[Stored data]

== Segment start ==

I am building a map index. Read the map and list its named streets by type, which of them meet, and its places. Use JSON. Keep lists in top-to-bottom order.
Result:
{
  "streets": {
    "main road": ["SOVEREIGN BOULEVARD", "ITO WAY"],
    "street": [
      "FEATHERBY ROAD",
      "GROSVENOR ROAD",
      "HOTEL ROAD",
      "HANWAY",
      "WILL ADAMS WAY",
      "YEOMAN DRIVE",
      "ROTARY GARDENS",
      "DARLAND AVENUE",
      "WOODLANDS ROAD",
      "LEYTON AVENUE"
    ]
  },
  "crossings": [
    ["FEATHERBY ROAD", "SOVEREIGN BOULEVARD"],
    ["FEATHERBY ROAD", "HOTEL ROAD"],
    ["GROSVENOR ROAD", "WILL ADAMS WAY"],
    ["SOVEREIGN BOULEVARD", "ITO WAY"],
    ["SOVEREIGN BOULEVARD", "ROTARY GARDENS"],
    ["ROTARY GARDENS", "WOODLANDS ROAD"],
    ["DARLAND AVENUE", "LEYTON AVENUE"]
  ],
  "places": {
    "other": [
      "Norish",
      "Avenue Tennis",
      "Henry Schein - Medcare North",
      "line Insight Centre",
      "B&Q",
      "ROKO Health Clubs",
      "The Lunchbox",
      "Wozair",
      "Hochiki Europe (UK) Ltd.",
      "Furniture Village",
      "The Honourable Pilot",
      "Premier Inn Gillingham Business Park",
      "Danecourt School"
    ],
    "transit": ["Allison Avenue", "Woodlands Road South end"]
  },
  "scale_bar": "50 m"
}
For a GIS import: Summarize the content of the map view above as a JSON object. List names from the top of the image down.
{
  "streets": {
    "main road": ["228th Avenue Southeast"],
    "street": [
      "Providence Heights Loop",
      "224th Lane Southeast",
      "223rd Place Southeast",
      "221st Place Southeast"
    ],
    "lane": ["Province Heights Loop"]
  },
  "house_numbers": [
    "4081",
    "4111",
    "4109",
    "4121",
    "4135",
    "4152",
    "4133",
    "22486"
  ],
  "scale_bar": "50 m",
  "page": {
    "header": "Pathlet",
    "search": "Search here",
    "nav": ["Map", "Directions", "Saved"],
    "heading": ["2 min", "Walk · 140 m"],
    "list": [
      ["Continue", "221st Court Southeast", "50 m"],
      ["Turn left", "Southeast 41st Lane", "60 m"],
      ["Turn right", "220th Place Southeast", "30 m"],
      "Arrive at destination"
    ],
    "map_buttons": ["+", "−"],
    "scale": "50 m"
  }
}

== Segment end ==

▶ _WHAT THIS TASK INVOLVES_
Every line in the records above with the string "JSON" in it should be shown.

▶ _WRITTEN RESPONSE_
I am building a map index. Read the map and list its named streets by type, which of them meet, and its places. Use JSON. Keep lists in top-to-bottom order.
For a GIS import: Summarize the content of the map view above as a JSON object. List names from the top of the image down.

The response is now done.